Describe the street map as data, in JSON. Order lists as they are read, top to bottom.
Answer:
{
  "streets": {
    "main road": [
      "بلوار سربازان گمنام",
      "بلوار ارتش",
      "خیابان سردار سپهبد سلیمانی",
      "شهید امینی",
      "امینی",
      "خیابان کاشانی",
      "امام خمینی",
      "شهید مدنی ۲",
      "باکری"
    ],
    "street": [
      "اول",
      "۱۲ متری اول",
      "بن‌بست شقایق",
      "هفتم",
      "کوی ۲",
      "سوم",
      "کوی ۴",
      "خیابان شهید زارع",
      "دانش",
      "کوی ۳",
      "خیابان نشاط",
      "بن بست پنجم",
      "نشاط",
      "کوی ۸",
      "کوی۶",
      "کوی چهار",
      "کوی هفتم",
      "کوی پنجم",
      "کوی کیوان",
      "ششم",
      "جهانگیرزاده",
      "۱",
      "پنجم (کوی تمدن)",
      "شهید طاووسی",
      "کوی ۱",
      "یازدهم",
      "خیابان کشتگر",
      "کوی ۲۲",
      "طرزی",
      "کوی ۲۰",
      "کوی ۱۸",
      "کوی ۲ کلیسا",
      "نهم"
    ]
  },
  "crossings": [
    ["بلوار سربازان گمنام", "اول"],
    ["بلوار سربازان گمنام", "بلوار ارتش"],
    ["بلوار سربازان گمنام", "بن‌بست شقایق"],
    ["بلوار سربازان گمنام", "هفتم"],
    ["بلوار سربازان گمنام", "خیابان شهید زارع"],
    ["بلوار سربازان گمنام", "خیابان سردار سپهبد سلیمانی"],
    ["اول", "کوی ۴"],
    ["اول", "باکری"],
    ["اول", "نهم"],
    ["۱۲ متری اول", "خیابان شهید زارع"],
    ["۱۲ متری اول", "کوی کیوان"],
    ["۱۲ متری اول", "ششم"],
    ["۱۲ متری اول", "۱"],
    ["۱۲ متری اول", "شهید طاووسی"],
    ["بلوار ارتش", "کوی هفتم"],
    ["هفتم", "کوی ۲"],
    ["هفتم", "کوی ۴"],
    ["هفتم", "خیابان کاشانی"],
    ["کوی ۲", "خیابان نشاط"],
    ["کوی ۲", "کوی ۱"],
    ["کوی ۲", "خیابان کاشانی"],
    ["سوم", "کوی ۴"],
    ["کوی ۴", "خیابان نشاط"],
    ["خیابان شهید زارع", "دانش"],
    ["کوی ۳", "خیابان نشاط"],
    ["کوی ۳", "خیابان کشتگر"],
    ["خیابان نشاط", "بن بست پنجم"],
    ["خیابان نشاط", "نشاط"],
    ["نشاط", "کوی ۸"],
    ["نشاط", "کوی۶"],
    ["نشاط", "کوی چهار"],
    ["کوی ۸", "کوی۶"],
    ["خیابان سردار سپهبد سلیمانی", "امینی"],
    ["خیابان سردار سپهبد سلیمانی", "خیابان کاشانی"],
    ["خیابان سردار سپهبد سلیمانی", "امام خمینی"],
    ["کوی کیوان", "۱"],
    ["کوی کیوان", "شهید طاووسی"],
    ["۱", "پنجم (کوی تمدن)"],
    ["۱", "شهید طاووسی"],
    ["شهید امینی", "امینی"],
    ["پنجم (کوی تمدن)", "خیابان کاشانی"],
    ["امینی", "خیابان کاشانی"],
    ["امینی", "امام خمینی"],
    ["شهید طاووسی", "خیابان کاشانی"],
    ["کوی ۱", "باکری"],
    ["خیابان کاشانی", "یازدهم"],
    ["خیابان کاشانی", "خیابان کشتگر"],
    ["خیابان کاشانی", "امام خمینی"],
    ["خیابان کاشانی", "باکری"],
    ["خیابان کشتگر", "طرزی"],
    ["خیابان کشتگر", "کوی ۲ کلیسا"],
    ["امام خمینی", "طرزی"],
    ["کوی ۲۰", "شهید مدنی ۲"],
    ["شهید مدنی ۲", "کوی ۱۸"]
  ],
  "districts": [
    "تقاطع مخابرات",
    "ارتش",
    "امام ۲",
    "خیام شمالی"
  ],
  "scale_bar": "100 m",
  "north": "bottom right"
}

+ + + +

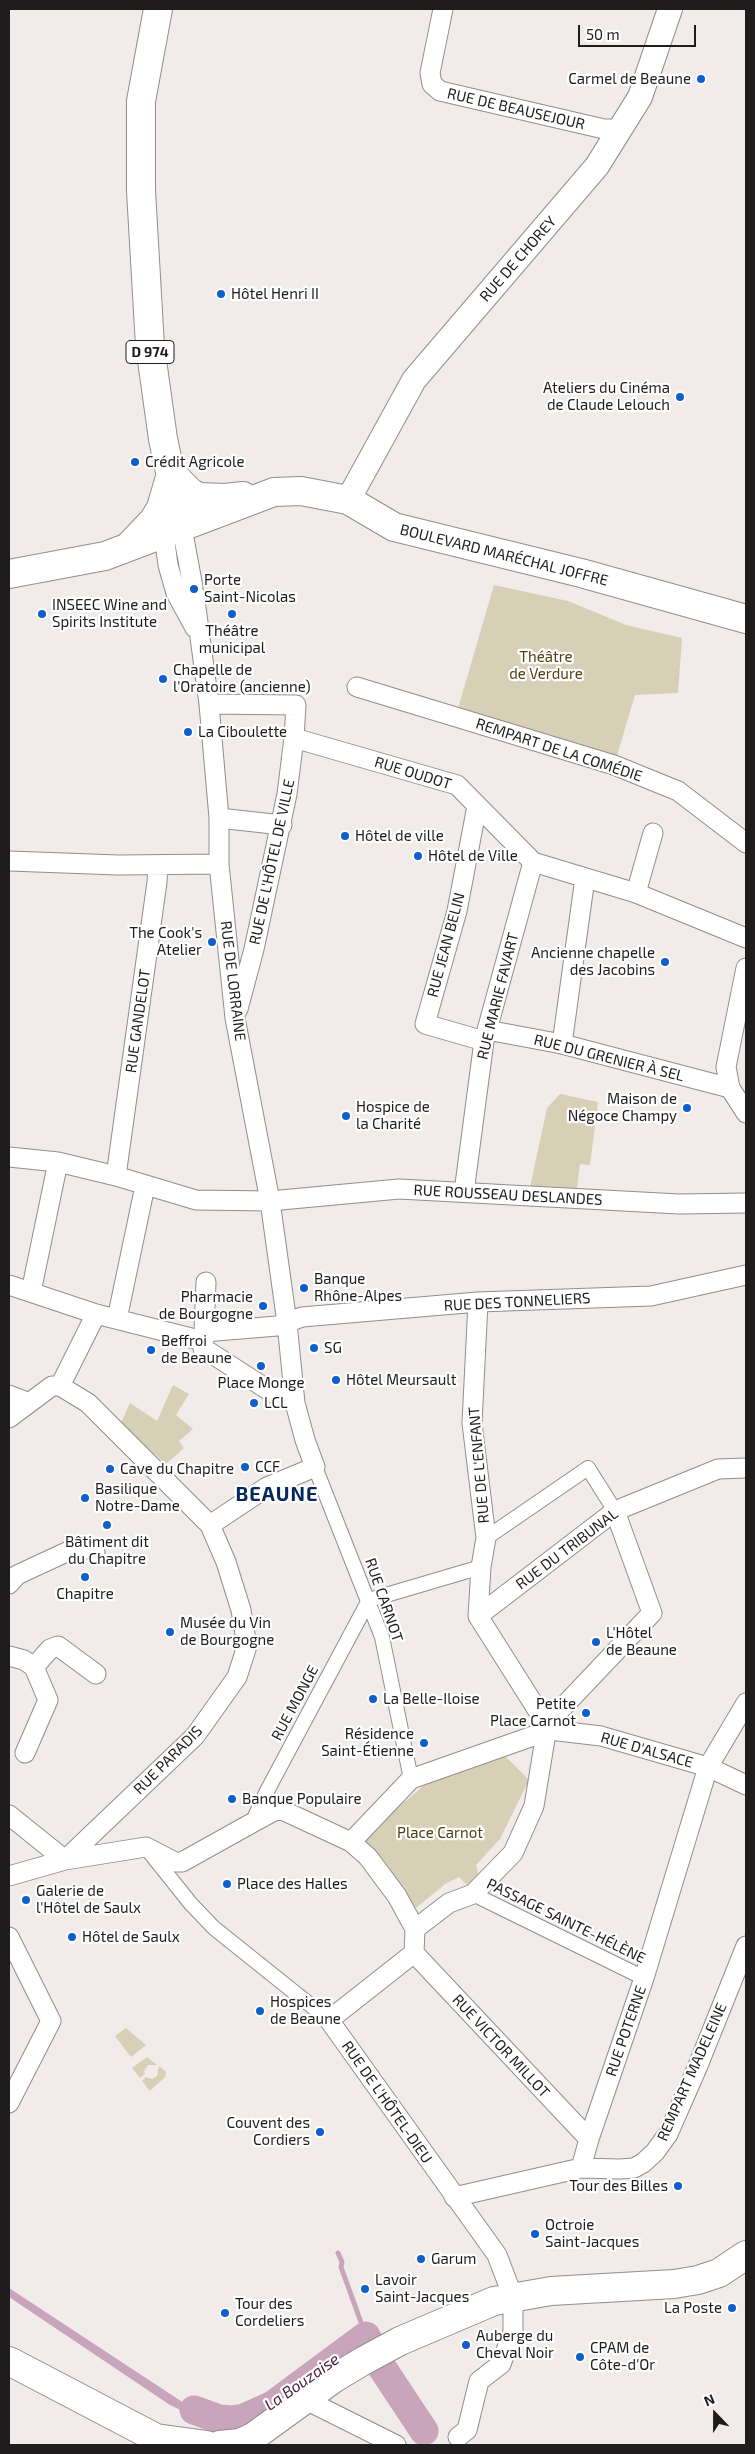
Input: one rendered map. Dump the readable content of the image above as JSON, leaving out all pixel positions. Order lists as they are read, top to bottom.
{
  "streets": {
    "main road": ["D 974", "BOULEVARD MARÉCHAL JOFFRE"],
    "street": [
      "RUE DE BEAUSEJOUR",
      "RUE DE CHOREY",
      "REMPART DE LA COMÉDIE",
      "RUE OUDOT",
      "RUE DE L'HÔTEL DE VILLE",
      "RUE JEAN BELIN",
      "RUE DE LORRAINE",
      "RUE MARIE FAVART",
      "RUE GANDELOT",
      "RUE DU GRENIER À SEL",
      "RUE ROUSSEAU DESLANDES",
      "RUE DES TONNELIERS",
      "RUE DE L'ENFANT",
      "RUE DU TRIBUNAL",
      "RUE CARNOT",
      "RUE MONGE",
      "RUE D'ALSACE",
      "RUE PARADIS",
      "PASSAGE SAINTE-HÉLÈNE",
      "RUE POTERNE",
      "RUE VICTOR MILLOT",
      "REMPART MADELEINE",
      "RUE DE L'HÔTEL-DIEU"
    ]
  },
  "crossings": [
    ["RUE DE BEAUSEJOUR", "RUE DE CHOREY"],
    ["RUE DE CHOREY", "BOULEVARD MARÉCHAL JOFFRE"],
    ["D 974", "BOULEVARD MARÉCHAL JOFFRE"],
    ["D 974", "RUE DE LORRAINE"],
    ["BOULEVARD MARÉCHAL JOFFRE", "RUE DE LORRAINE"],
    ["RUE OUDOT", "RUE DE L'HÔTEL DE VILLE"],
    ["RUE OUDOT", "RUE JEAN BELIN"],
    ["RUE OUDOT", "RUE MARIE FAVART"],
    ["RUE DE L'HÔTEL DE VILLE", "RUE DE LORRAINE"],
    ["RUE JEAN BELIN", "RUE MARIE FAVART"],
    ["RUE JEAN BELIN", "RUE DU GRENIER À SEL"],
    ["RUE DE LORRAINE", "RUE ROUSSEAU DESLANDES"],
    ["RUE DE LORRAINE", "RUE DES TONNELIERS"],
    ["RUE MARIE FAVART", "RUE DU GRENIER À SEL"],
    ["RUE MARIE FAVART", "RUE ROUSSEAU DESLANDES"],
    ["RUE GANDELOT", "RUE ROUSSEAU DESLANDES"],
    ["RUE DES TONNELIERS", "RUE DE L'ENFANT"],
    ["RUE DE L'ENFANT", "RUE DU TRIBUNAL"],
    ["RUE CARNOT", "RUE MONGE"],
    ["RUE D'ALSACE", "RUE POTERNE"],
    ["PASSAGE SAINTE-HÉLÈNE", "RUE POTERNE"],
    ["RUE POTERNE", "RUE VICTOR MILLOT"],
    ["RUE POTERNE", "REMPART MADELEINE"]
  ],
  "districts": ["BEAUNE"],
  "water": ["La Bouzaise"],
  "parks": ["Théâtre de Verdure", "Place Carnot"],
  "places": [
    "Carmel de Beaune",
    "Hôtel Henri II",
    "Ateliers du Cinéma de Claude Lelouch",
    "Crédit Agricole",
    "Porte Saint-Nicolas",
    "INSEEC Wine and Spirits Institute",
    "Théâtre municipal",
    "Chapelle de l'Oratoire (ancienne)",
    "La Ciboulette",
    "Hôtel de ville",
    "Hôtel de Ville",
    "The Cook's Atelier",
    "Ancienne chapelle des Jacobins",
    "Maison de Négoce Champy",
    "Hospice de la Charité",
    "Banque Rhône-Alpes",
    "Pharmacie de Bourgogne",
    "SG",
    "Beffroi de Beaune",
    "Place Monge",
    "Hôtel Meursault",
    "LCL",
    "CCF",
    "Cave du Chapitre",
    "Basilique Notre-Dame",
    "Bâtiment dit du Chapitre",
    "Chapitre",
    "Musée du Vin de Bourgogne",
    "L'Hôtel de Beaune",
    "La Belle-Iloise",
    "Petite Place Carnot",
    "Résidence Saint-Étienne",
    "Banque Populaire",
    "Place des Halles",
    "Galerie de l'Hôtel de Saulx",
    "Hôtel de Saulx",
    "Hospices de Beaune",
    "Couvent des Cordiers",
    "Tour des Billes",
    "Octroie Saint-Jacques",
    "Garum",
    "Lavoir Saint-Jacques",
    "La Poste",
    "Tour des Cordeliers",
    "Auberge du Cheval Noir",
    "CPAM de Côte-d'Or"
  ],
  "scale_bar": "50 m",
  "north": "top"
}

+ + + +

> [Assigned task]: Every line above with the string "GRENIER" in it needs to be copied.

> [Solution for this task]:
      "RUE DU GRENIER À SEL",
    ["RUE JEAN BELIN", "RUE DU GRENIER À SEL"],
    ["RUE MARIE FAVART", "RUE DU GRENIER À SEL"],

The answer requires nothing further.